- Task to complete
Gather, from the data below, each line in which the word "controls" occurs.

[Collected data]
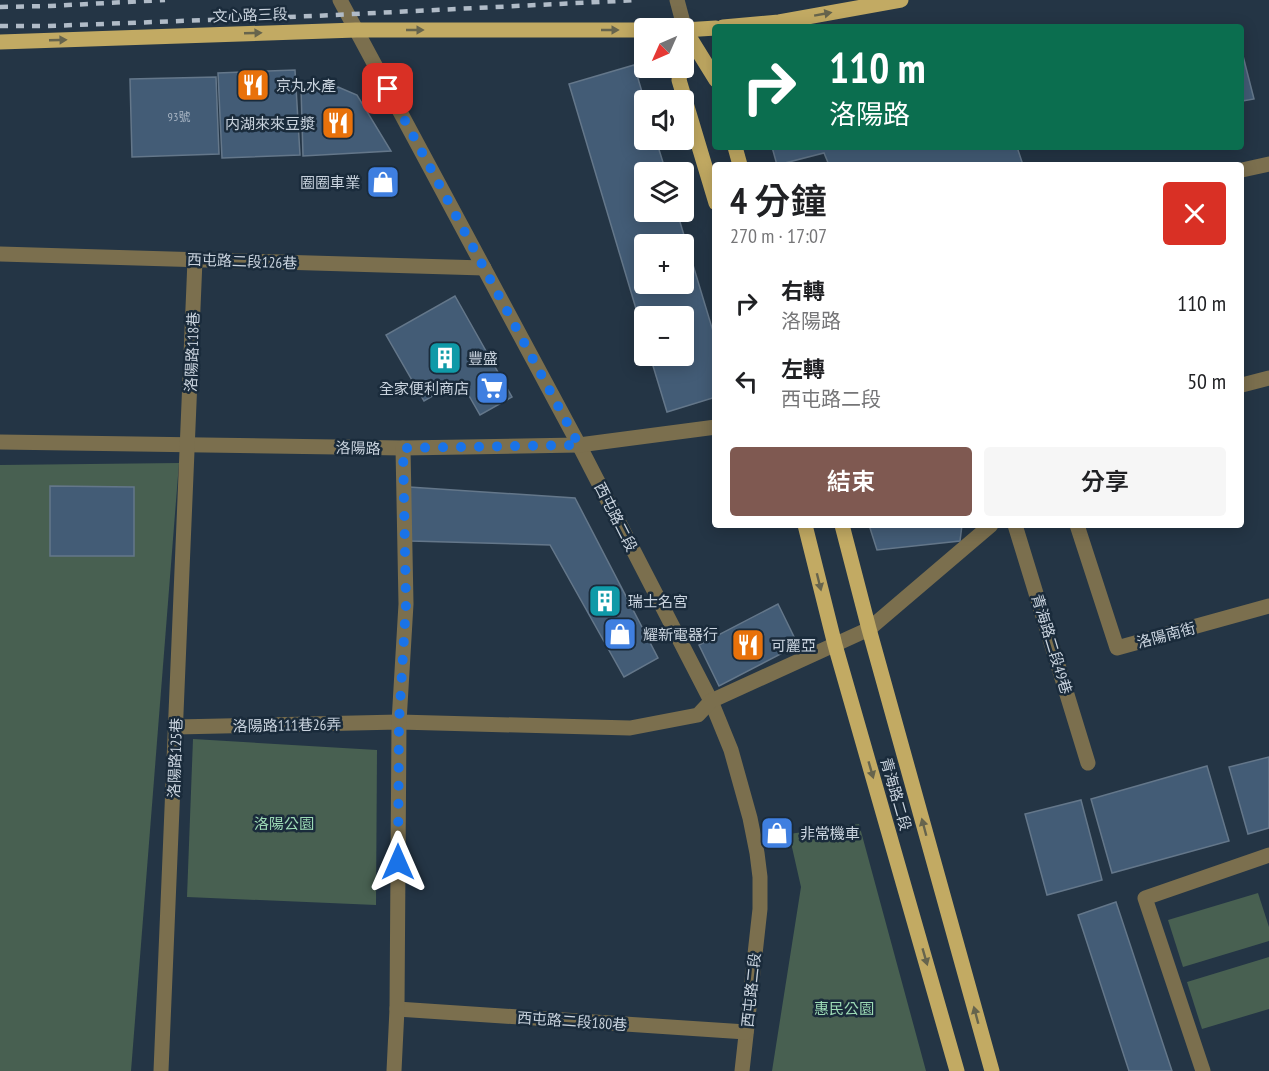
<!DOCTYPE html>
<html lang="zh-TW">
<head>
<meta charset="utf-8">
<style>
  body { margin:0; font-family:"PT Sans Narrow","Noto Sans TC",sans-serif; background:#f6f6f6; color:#202124; height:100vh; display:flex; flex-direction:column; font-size:22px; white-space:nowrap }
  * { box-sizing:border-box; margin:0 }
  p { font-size:20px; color:#757577 }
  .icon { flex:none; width:33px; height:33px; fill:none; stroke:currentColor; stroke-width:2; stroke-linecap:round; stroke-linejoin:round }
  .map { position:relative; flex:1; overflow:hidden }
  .drawer { position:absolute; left:712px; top:162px; width:532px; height:366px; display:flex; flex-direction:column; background:#fff; border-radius:6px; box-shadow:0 3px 15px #0003 }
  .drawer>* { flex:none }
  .banner { position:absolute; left:712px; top:24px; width:532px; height:126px; border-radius:6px; box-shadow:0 3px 15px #0003; background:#0b6e4f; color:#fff; overflow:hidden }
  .needle { width:39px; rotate:225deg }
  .controls { position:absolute; left:634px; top:18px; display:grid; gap:12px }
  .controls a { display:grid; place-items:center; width:60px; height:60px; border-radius:6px; background:#fff; box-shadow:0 3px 15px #0003; font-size:30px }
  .pin { position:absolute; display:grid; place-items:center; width:51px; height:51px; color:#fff; margin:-26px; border-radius:12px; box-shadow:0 3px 9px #0006 }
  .me { position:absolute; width:66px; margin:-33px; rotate:0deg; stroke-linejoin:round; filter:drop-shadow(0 0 4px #0008) }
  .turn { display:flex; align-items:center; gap:21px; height:126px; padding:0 18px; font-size:27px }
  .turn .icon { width:78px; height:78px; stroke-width:2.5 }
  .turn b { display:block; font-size:42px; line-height:51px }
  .round { display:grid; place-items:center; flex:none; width:63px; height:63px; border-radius:6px; background:#f6f6f6 }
  .overview { display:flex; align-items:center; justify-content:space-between; height:102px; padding:0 18px }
  h1 { font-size:36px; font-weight:600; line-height:45px }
  .action { display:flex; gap:12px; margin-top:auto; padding:12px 18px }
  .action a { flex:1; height:69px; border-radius:6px; background:#7f5951; color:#fff; font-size:24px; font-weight:600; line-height:69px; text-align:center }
  .action a+a { background:#f6f6f6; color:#202124 }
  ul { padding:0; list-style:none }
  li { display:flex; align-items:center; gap:18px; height:78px; padding:0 18px }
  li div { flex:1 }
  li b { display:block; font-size:22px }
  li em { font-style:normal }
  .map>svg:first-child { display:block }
  .green { fill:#486051 }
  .building { fill:#435c76; stroke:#64778a; stroke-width:1.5; fill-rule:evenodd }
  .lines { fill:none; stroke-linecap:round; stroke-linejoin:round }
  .minor { stroke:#7b6f4e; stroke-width:15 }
  .major { stroke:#c2aa63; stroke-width:15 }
  .rail { stroke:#b0bbc7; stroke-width:4.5; stroke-dasharray:8 8; stroke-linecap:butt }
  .oneway { fill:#66644d }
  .route { stroke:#1a73e8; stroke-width:10; stroke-dasharray:0 18 }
  .labels { text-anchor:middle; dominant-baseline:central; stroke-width:5; stroke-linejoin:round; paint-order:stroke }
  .number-label { font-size:12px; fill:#a8b5c4 }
  .street-label { font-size:15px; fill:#c9d3de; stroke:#1a2b3b }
  .poi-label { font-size:15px; fill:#c9d3de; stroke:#1a2b3b; text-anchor:start }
  .park-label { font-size:15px; fill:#9cdab5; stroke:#1a2b3b }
</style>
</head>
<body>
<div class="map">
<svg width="1269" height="1071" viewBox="0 0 1269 1071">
  <rect width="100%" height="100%" fill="#243545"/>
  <g class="green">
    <path d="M179,463L131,1071H0V465Z"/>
    <path d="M193,739L377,750L376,905L187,897Z"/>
    <path d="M859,824L926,1071H772L801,887L789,834Z"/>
    <path d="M1258,893L1269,927V941L1183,967L1168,920Z"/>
    <path d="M1269,957V1009L1202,1029L1187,982Z"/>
  </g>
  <g class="building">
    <path d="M1242,52L1254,99L1242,101Z"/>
    <path d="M634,65L645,102V140H656L666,172H645V212H677L716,341V397L667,412L650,356H684V316H645V339L569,84ZM645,244H684V284H645Z"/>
    <path d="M295,70L300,155L222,158L218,73Z"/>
    <path d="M216,77L219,154L132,157L130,79Z"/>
    <path d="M338,87L357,95L391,151L303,156L301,88Z"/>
    <path d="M772,147H1017L1023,165H829L824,153L777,165Z"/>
    <path d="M455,296L512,397L480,415L460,380L424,401L386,335Z"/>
    <path d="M50,486L134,487V556H50Z"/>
    <path d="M409,487L575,498L658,658L624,677L550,545L411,541Z"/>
    <path d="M869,525H962L960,541L877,550Z"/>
    <path d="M778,604L798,645L719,686L699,645Z"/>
    <path d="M1269,757V828L1248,834L1229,767Z"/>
    <path d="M1207,766L1229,841L1112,873L1091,799Z"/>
    <path d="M1081,800L1102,880L1047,895L1025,814Z"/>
    <path d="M1116,902L1172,1071H1129L1078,915Z"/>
  </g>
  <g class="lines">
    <g class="minor">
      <path d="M340,0L579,445L711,701L731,750L750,818L757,853L760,877V909L742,1071"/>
      <path d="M677,0L685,30"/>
      <path d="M1242,170L1269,164"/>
      <path d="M0,254L484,268"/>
      <path d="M1242,385L1269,378"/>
      <path d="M0,442L403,448L579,445L716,427"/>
      <path d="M1015,525L1088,763"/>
      <path d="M1077,525L1117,648L1269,606"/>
      <path d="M176,727L399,722L630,728L698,715L711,701L869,629L991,525"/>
      <path d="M397,1009L746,1032"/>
      <path d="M161,1071L195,260"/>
      <path d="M394,1071L397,1009L399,722L406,604L403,448"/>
      <path d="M1203,1071L1145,898L1269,855"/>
    </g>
    <g class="major">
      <path d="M723,27L779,22L901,0"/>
      <path d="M684,30L716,28"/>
      <path d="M685,30L716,80"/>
      <path d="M0,42L356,30H645"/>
      <path d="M681,68L679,80L716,203"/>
      <path d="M735,147L740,165"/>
      <path d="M805,525L835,645L957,1071"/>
      <path d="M842,525L869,629L992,1071"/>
    </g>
    <g class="rail">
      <path d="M0,7L50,6L165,0"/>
      <path d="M0,26H48L313,16L639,0"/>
    </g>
  </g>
  <defs><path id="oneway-solid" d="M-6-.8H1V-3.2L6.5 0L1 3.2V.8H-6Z" transform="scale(1.5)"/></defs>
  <g class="oneway">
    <use href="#oneway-solid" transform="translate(823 14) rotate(-10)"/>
    <use href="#oneway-solid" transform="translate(415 30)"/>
    <use href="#oneway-solid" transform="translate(610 30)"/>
    <use href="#oneway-solid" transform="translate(253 33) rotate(-2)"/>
    <use href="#oneway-solid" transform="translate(58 40) rotate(-2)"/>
    <use href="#oneway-solid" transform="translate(819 582) rotate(76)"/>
    <use href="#oneway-solid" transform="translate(871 770) rotate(74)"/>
    <use href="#oneway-solid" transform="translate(924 827) rotate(-105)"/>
    <use href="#oneway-solid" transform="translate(925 957) rotate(74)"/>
    <use href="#oneway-solid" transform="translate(976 1015) rotate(-105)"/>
  </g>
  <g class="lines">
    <path class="route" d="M388,89L579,445L403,448L406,604L399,722L398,862"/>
  </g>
  <defs>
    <symbol id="restaurant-square" viewBox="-11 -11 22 22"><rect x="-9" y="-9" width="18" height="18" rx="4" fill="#e8710a" stroke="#1a2b3b"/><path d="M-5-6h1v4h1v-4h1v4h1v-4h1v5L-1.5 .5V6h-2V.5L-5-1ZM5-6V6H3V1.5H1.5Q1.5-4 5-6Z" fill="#fff"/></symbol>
    <symbol id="shop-square" viewBox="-11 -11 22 22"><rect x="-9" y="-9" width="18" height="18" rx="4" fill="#3f7fe0" stroke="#1a2b3b"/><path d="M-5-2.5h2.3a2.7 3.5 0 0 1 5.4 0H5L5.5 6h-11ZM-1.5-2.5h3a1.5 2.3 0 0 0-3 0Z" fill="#fff"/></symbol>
    <symbol id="building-square" viewBox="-11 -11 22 22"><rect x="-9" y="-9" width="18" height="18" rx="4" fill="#0f9aa8" stroke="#1a2b3b"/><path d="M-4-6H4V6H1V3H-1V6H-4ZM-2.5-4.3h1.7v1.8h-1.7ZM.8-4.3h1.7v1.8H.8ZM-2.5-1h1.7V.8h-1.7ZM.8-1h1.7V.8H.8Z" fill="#fff"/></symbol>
    <symbol id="supermarket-square" viewBox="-11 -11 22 22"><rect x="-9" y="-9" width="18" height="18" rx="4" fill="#3f7fe0" stroke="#1a2b3b"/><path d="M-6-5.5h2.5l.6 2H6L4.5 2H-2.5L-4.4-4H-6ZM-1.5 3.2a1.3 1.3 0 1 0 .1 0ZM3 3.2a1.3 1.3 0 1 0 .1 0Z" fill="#fff"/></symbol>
  </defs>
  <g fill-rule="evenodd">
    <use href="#restaurant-square" x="234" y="66" width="38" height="38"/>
    <use href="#restaurant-square" x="319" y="104" width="38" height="38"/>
    <use href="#shop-square" x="364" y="163" width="38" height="38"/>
    <use href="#building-square" x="426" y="339" width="38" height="38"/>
    <use href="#supermarket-square" x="473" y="369" width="38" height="38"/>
    <use href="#building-square" x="586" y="582" width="38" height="38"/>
    <use href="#shop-square" x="601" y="615" width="38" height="38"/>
    <use href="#restaurant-square" x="729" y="626" width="38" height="38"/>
    <use href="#shop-square" x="758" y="814" width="38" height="38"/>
  </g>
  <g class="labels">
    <g class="number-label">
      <text x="179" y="116">93號</text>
    </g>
    <g class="street-label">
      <text transform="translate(250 15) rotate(-2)">文心路三段</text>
      <text transform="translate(242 261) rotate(2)">西屯路二段126巷</text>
      <text transform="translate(192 352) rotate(-88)">洛陽路118巷</text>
      <text transform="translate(358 448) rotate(1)">洛陽路</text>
      <text transform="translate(616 517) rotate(63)">西屯路二段</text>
      <text transform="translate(1166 635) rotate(-15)">洛陽南街</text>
      <text transform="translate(1052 644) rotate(73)">青海路二段49巷</text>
      <text transform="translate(287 725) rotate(-1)">洛陽路111巷26弄</text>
      <text transform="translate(175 758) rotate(-88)">洛陽路125巷</text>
      <text transform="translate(896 794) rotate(74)">青海路二段</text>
      <text transform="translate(751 990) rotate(-84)">西屯路二段</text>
      <text transform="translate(572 1021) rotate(4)">西屯路二段180巷</text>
    </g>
    <g class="poi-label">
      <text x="276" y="85">京丸水產</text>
      <text x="315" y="123" text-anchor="end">内湖來來豆漿</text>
      <text x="360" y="182" text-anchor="end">圈圈車業</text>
      <text x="468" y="358">豐盛</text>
      <text x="469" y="388" text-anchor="end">全家便利商店</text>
      <text x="628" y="601">瑞士名宮</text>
      <text x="643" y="634">耀新電器行</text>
      <text x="771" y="645">可麗亞</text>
      <text x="800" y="833">非常機車</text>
    </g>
    <g class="park-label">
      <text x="284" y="823">洛陽公園</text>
      <text x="844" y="1008">惠民公園</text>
    </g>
  </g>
</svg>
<div class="controls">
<a><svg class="needle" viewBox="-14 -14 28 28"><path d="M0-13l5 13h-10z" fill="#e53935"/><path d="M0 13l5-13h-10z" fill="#757577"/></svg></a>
<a><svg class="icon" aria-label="sound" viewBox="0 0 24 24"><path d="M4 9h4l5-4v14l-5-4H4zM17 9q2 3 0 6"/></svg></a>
<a><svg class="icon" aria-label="layers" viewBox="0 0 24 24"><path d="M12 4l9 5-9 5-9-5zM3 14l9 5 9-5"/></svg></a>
<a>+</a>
<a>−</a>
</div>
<div class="pin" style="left:388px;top:89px;background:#d93025"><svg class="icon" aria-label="arrive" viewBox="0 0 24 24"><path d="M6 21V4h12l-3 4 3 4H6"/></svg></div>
<svg class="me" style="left:398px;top:862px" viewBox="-20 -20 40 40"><path d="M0-17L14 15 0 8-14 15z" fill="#1a73e8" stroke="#fff" stroke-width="4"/></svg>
<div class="banner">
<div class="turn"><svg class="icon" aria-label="right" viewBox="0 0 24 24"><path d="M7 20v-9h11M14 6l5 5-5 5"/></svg><div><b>110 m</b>洛陽路</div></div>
</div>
<section class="drawer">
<div class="overview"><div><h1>4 分鐘</h1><p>270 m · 17:07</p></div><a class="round" style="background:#d93025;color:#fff"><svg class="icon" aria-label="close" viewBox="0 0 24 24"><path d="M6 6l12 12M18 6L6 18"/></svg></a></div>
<ul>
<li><svg class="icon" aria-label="right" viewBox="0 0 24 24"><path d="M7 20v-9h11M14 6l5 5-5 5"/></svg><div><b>右轉</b><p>洛陽路</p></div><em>110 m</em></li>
<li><svg class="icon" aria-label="left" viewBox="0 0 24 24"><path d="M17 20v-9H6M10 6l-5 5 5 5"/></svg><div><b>左轉</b><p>西屯路二段</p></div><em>50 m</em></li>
</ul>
<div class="action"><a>結束</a><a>分享</a></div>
</section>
</div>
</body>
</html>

- Result of this task
  .controls { position:absolute; left:634px; top:18px; display:grid; gap:12px }
  .controls a { display:grid; place-items:center; width:60px; height:60px; border-radius:6px; background:#fff; box-shadow:0 3px 15px #0003; font-size:30px }
<div class="controls">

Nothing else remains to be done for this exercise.